I love summer.

The cookouts. The watersports. The gardening. The camping. In fact, it's really hard for me to find much about summer that I don't like.

That is, until I took up running. Now my favorite season brings me my least favorite weather conditions for running.

Traditionally, I have just avoided the heat. I ran early, very late (because it's often hot until 9 or 10 p.m.) or in the gym on the dreaded treadmill. But this year I want to run the Deseret News Marathon. And while I have never run any of the races on the 24th of July, I once sat on the parade route, completely stationary and eating as many snow cones as I could afford, and, still, I thought I might need medical help to deal with my heat stroke.

July, in case you have central air, is smoking hot in Utah.

So this summer I took a different approach. I have tried in the last month to acclimate myself to exercising in the heat. I figured if I could do hot yoga, I could run a few miles in 98-degree weather.

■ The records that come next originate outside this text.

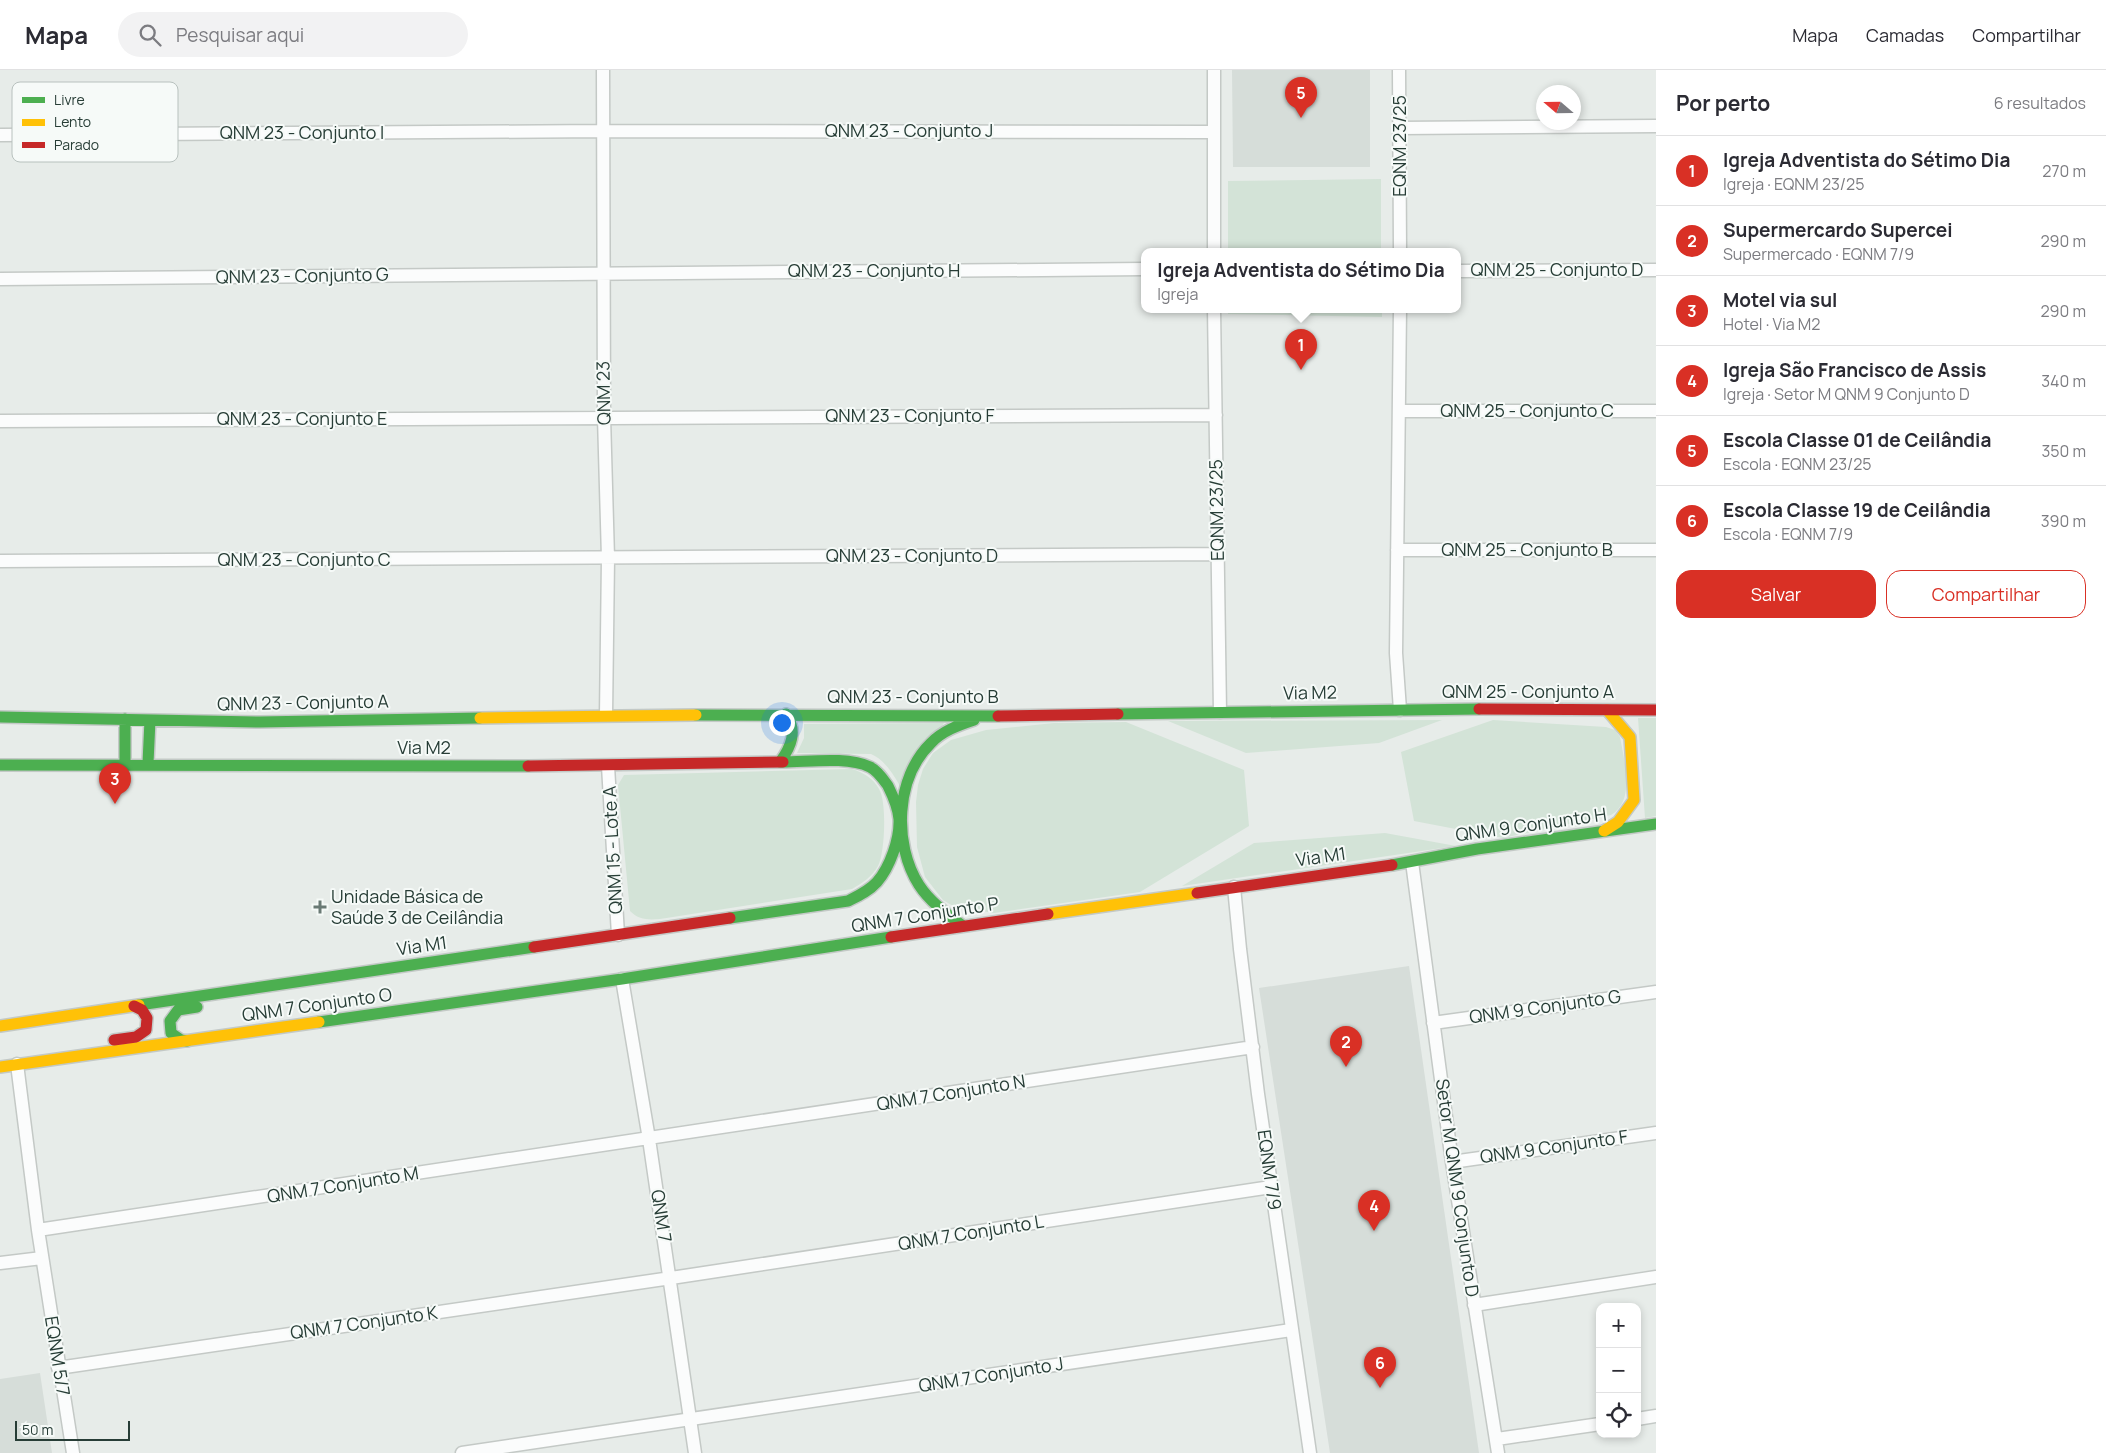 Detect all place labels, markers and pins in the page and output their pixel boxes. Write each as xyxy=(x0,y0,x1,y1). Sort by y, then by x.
pin: 5 xyxy=(1285,77,1317,118)
pin: 1 xyxy=(1285,329,1317,370)
pin: 3 xyxy=(99,763,131,804)
place label: Unidade Básica de Saúde 3 de Ceilândia xyxy=(331,884,503,929)
marker: Unidade Básica de Saúde 3 de Ceilândia xyxy=(313,900,327,914)
pin: 2 xyxy=(1330,1026,1362,1067)
pin: 4 xyxy=(1358,1190,1390,1231)
pin: 6 xyxy=(1364,1347,1396,1388) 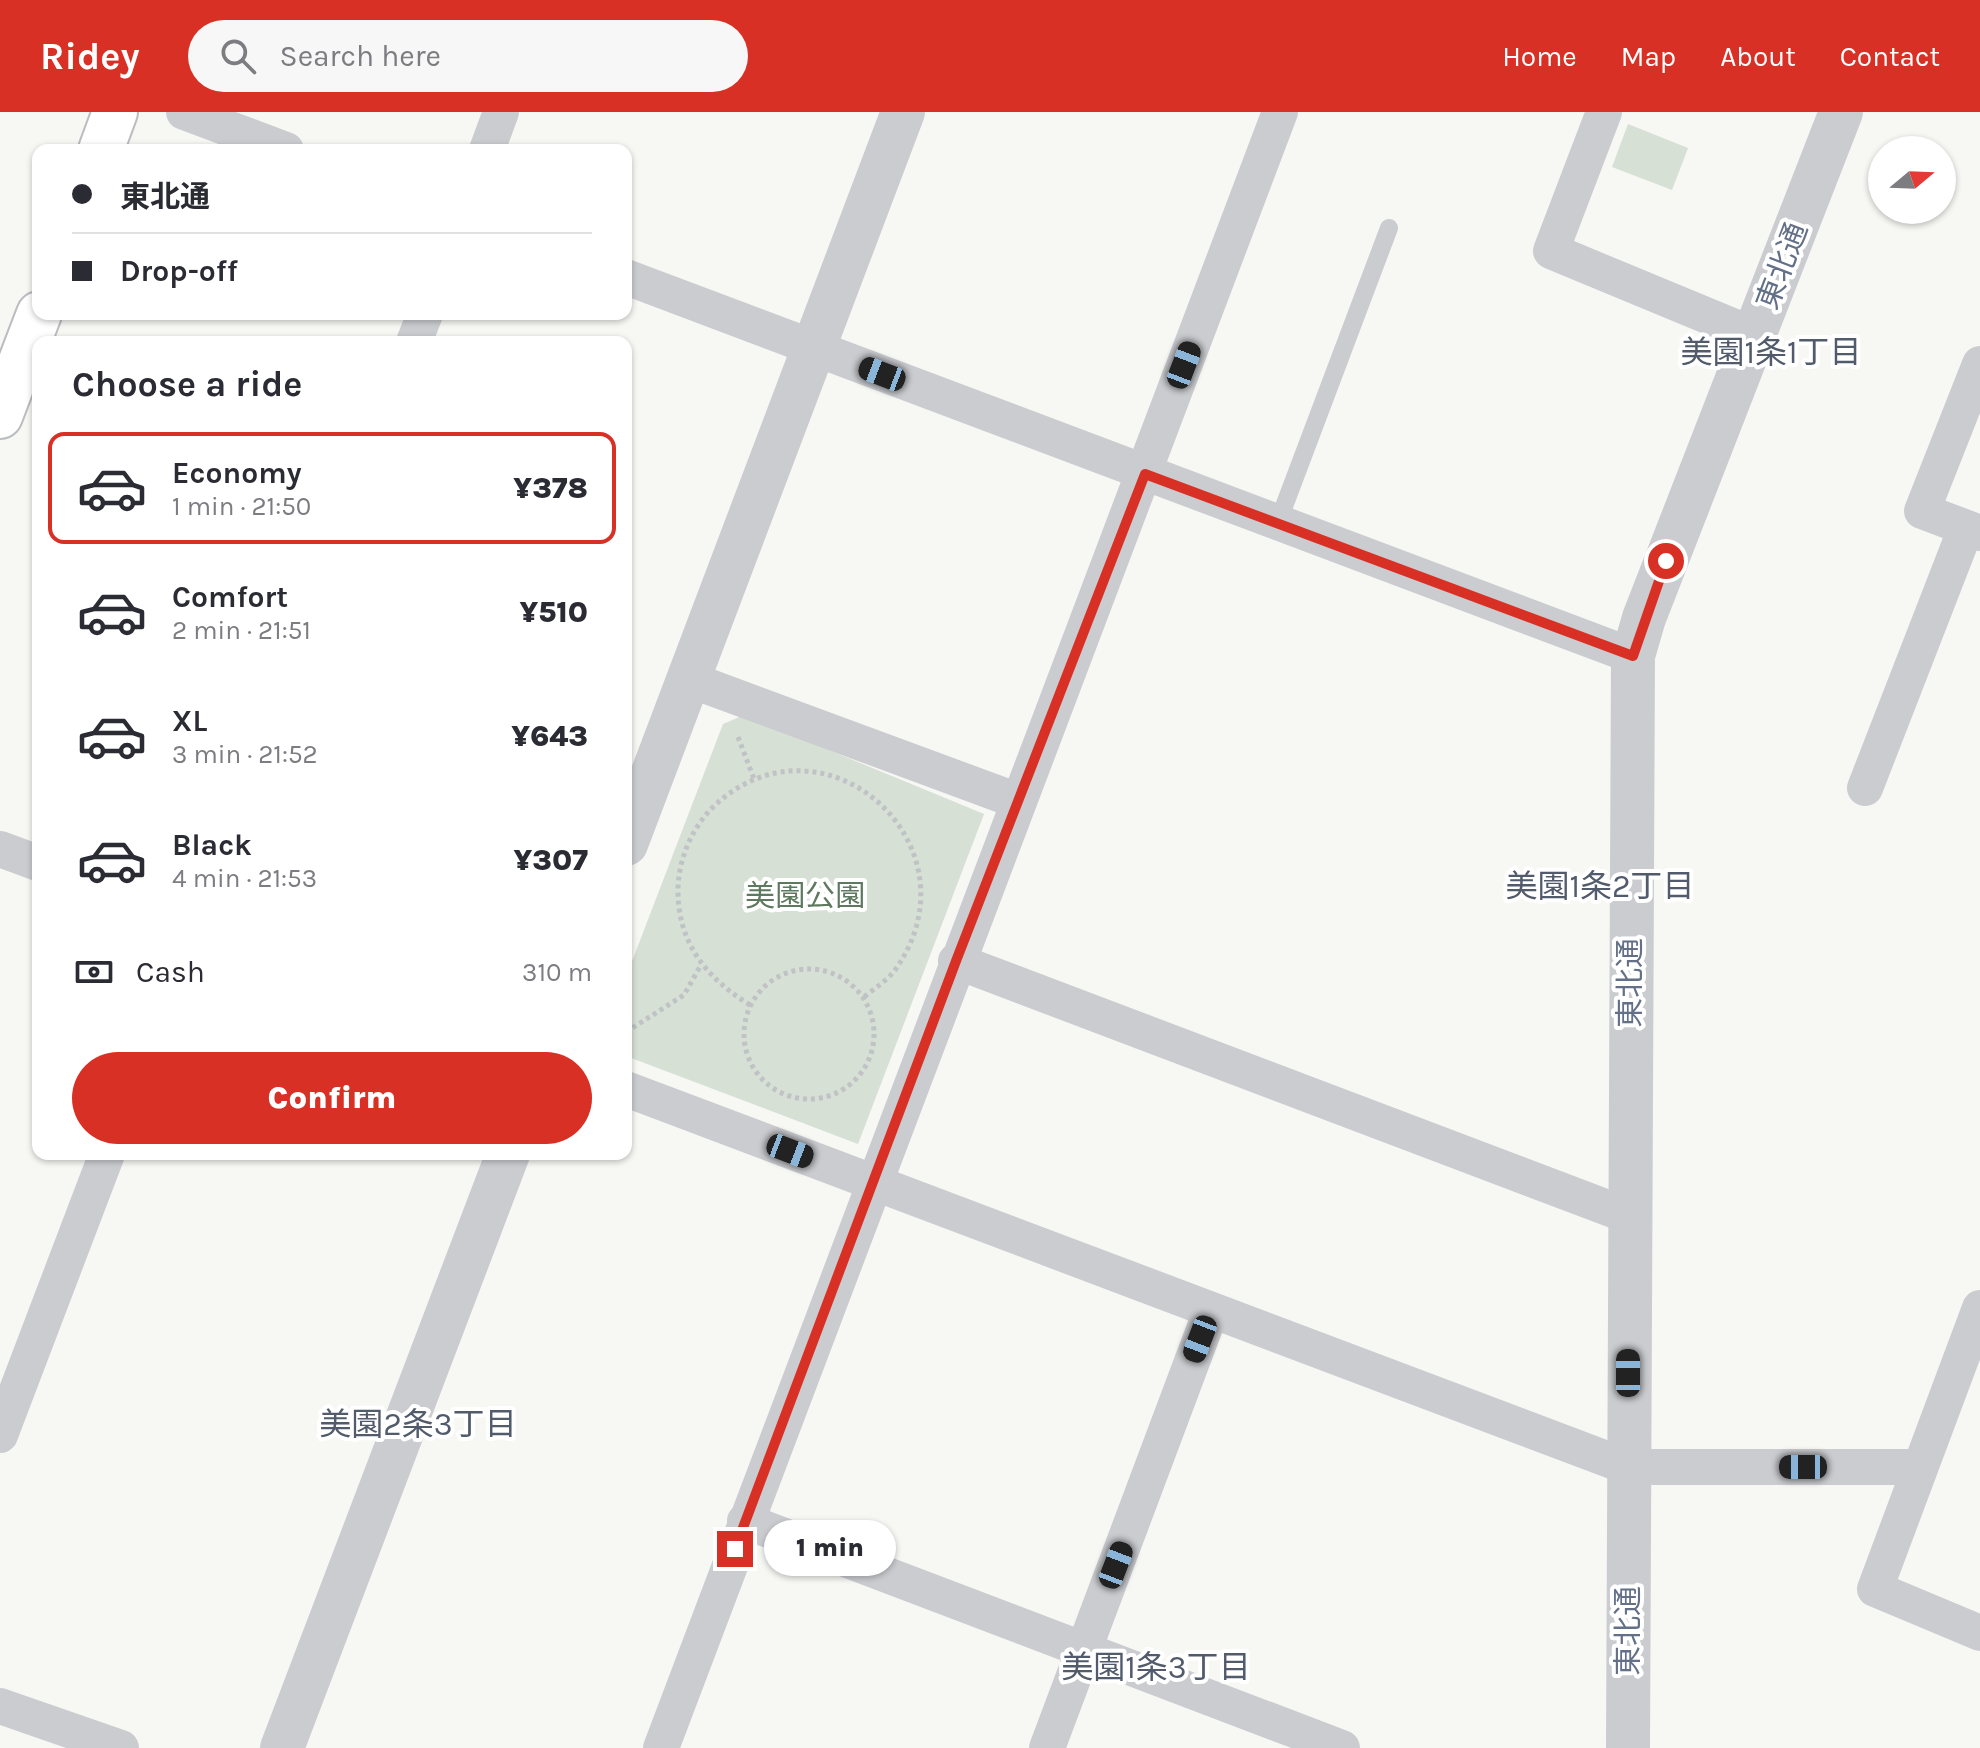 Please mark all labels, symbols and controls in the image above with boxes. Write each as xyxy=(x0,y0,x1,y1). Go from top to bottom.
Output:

My first afternoon run — four miles at 2 p.m. — did not go well. I didn't take the temperature on the surface of my face, but I'm sure it could have melted metal. I was red-faced and thirsty for hours after the run. And, obviously, I ran almost a minute per mile slower.

See, heat is not a runner's friend. It forces us to deal with two of the most dangerous situations — dehydration and overheating.

I consulted some trainers and Web sites regarding the best way to improve my ability to run in the heat. No surprise, they advised the only way to get better at it was to actually torture myself on a consistent basis. One Web site said that it took about two weeks, while others said it might take longer.

So while I wanted to run in that cool morning air, I waited until I could barely stand the heat while parked in front of the television watching Oprah — and then I went for a run.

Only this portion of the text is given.